When useSets is false, the clear() function uses pattern matching (KEYS command) to find and delete keys, which may be slower on very large databases.
useRedisSets (deprecated)
Deprecated alias for useSets. Use useSets instead.
client
Get or set the underlying iovalkey Redis or Cluster client instance.
- Type:
Redis | Cluster
import Redis from 'iovalkey';
const store = new KeyvValkey('redis://localhost:6379');
console.log(store.client); // Redis instance
// Replace with a new instance
store.client = new Redis('redis://localhost:6380');
Methods
.get(key)
Returns the value for the given key. Returns undefined if the key does not exist.
const value = await store.get('foo');
.getMany(keys)
Returns an array of values for the given keys. Returns undefined for any key that does not exist.
const values = await store.getMany(['foo', 'bar']);
.set(key, value, ttl?)
Sets a value for the given key with an optional TTL in milliseconds.

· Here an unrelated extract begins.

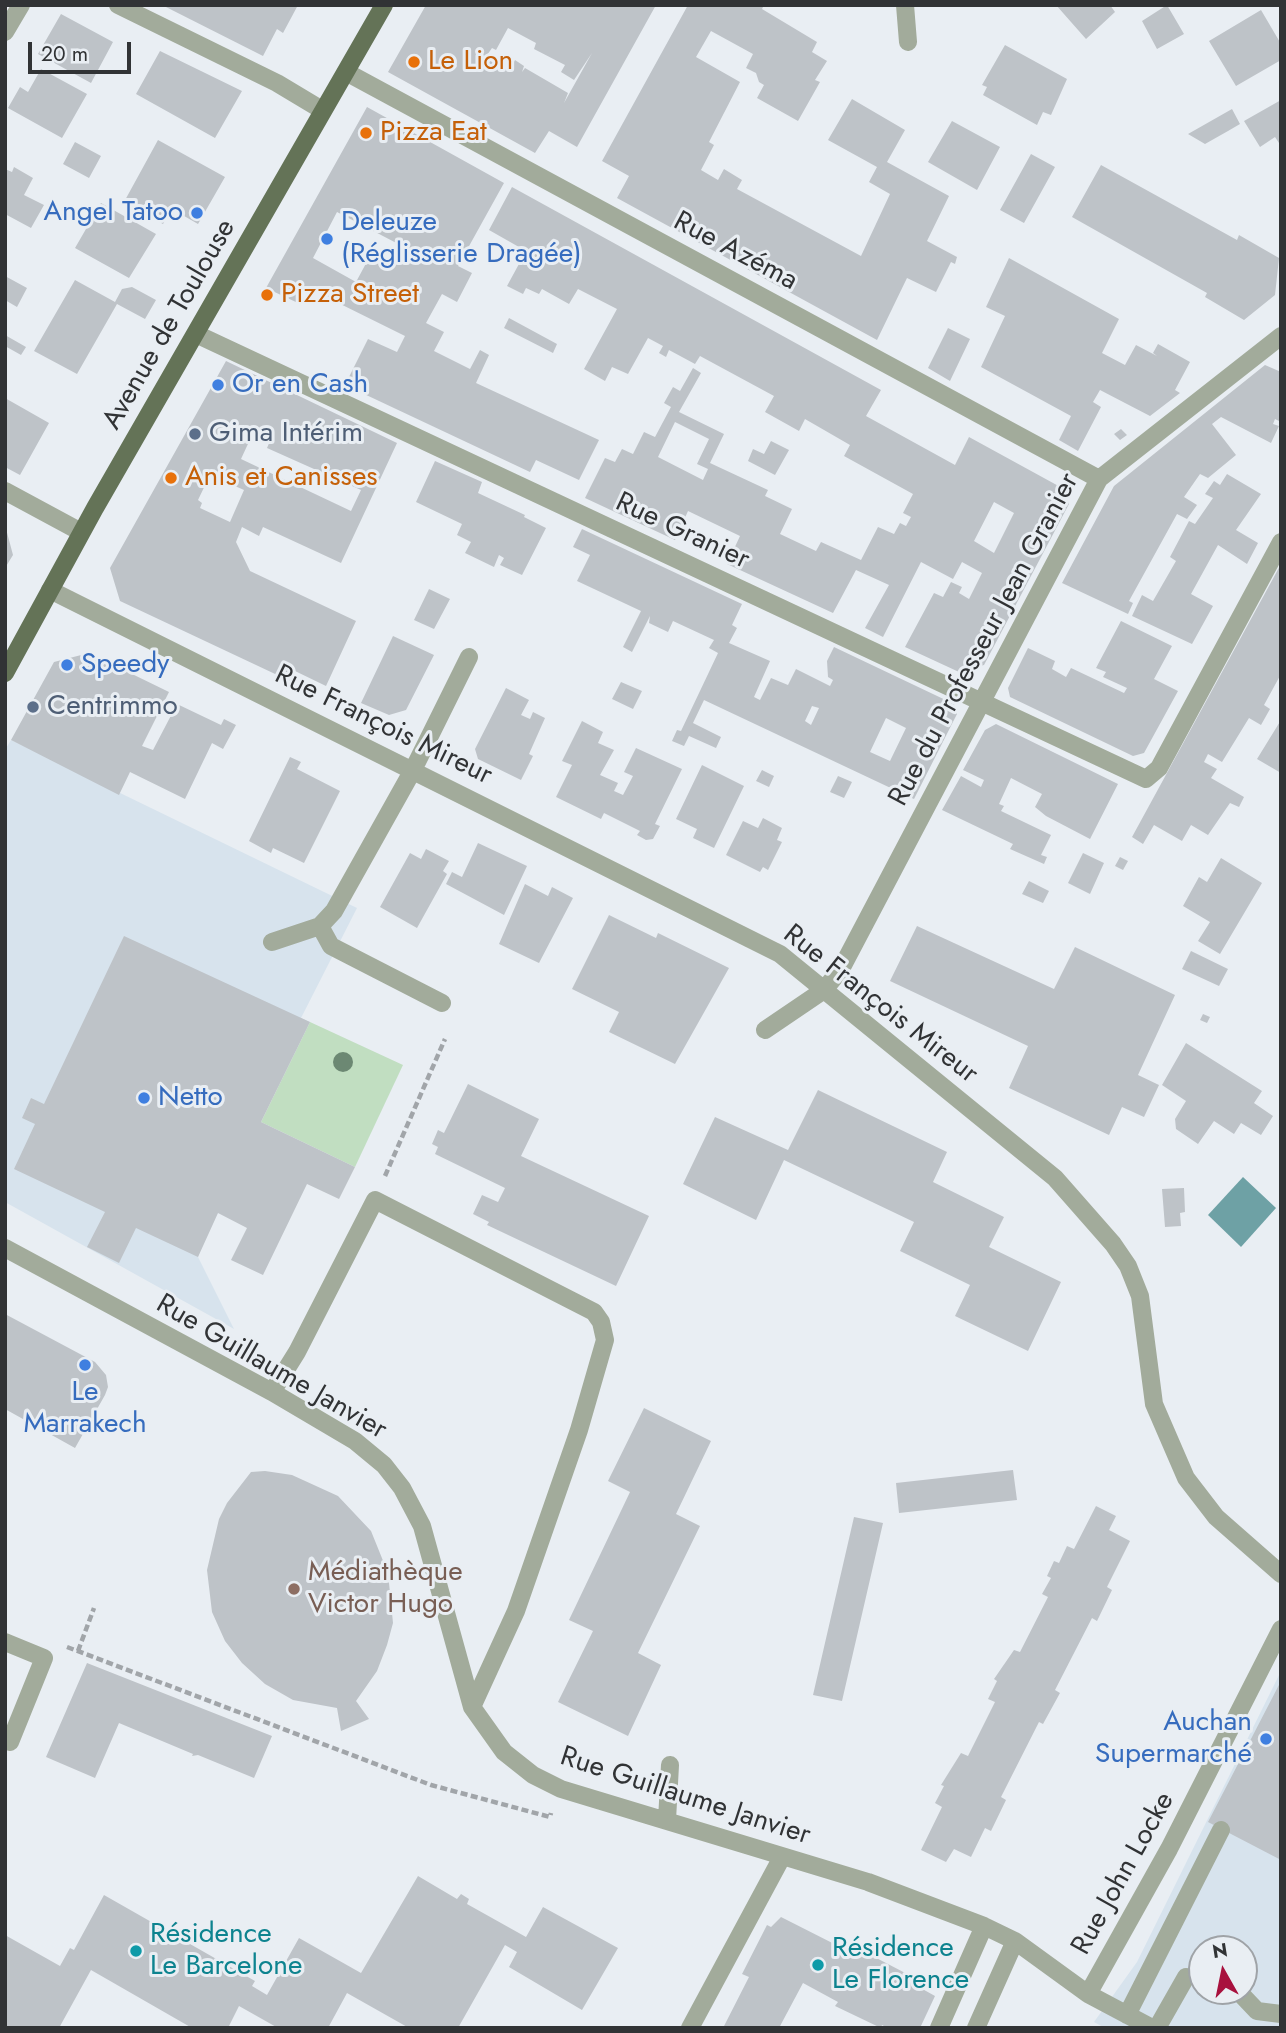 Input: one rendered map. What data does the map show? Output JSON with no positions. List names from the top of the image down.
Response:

await store.set('foo', 'bar');
await store.set('foo', 'bar', 5000); // expires in 5 seconds
.setMany(entries)
Sets multiple key-value pairs in a single batch operation. Each entry can have an optional TTL in milliseconds. Entries with undefined values are skipped.
await store.setMany([
{ key: 'foo', value: 'bar' },
{ key: 'baz', value: 'qux', ttl: 5000 },
]);
.delete(key)
Deletes a key-value pair from the store. Returns true if the key existed and was deleted, false otherwise.
const deleted = await store.delete('foo');
.deleteMany(keys)
Deletes multiple key-value pairs from the store in a single batch operation. Returns true if at least one key was deleted, false otherwise.

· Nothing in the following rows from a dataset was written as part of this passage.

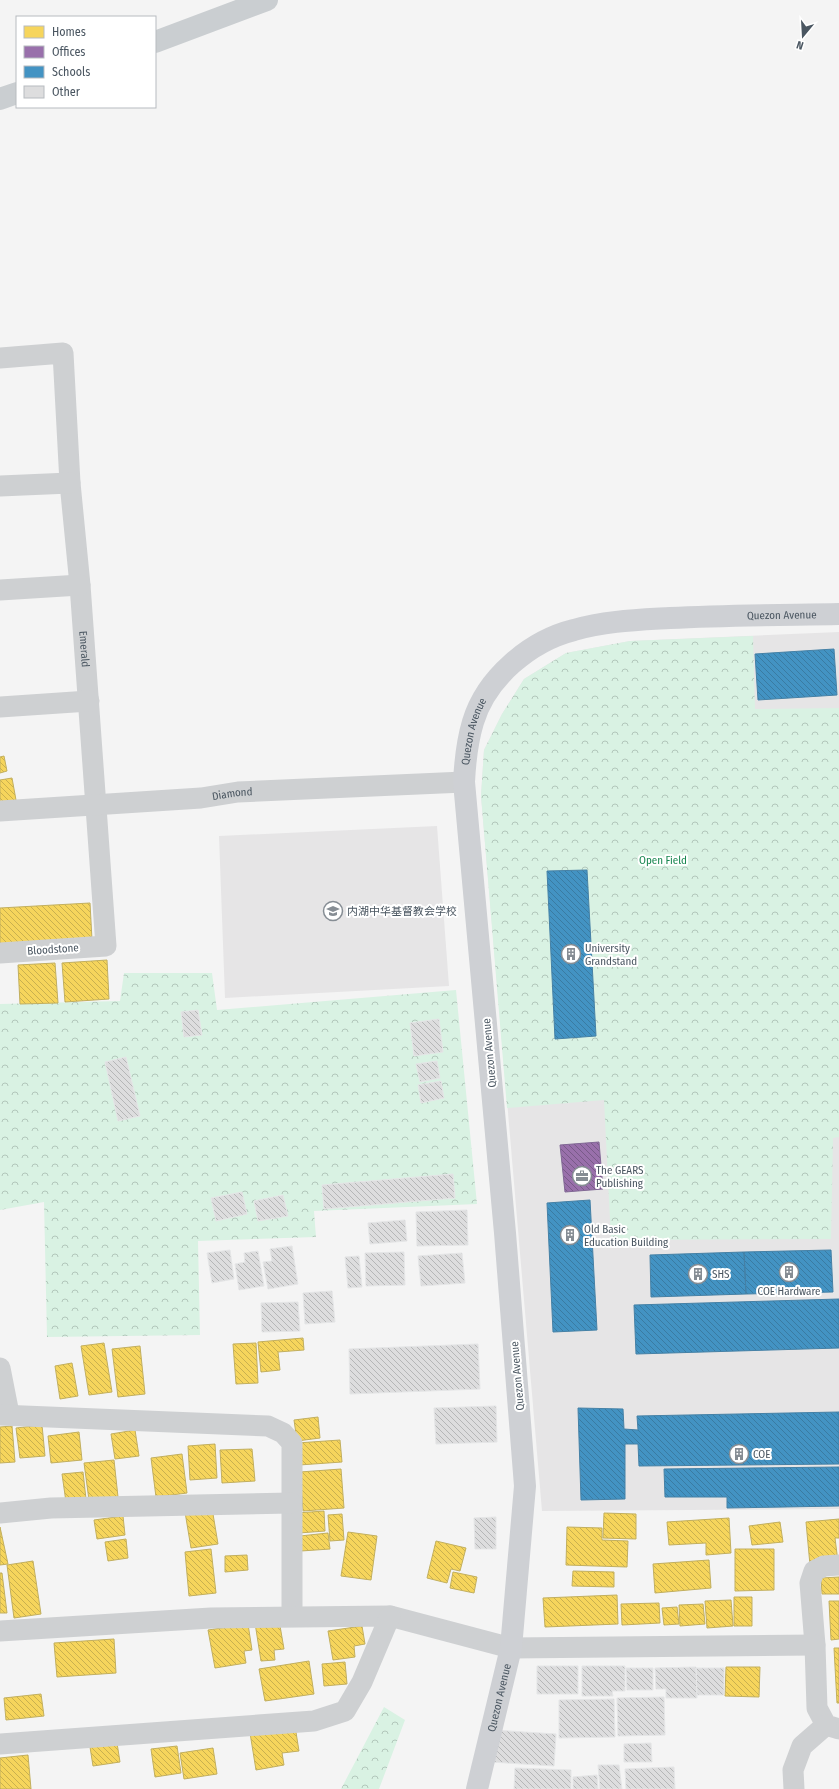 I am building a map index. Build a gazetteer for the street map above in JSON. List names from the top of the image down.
{
  "streets": {
    "main road": ["Quezon Avenue"],
    "street": ["Emerald", "Diamond", "Bloodstone"]
  },
  "crossings": [
    ["Quezon Avenue", "Diamond"],
    ["Emerald", "Diamond"],
    ["Emerald", "Bloodstone"]
  ],
  "parks": ["Open Field"],
  "places": {
    "school or university": ["内湖中华基督教会学校"],
    "building": [
      "University Grandstand",
      "Old Basic Education Building",
      "COE Hardware",
      "SHS",
      "COE"
    ],
    "office": ["The GEARS Publishing"]
  },
  "legend": [
    "Homes",
    "Offices",
    "Schools",
    "Other"
  ],
  "north": "bottom"
}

const deleted = await store.deleteMany(['foo', 'bar']);
.has(key)
Returns true if the key exists in the store, false otherwise.
const exists = await store.has('foo');
.hasMany(keys)
Checks if multiple keys exist in the store in a single batch operation. Returns an array of booleans.
const results = await store.hasMany(['foo', 'bar', 'baz']);
// [true, true, false]
.clear()
Clears all entries from the store. If a namespace is set, only entries within that namespace are cleared.
await store.clear();
.iterator(namespace?)
Returns an async iterator for iterating over all key-value pairs in the store.
for await (const [key, value] of store.iterator('my-namespace')) {
console.log(key, value);
}
.disconnect()
Disconnects from the Valkey server.
await store.disconnect();
Clustering
The adapter supports Valkey and Redis clusters via iovalkey's Cluster class. Pass a Redis.Cluster instance directly to the constructor:
import KeyvValkey from '@keyv/valkey';
import Redis from 'iovalkey';
const cluster = new Redis.Cluster([
{ host: '127.0.0.1', port: 7001 },
{ host: '127.0.0.1', port: 7002 },
{ host: '127.0.0.1', port: 7003 },
]);
const store = new KeyvValkey(cluster);
Batch methods (getMany, setMany, deleteMany, hasMany) automatically group keys by hash slot and run separate transactions per slot group. This avoids CROSSSLOT errors without any extra configuration.
Single-key methods (get, set, delete, has) work automatically in cluster mode — iovalkey routes each command to the correct node.
Cluster gotchas
clear()withuseSets: false(the default) uses theKEYScommand, which only scans the node that receives the command. In cluster mode this may miss keys on other nodes. SetuseSets: trueif you need reliableclear()across all cluster nodes.iterator()in cluster mode usesSCAN, which only iterates keys on the node the command is routed to. It may not return all keys across the cluster.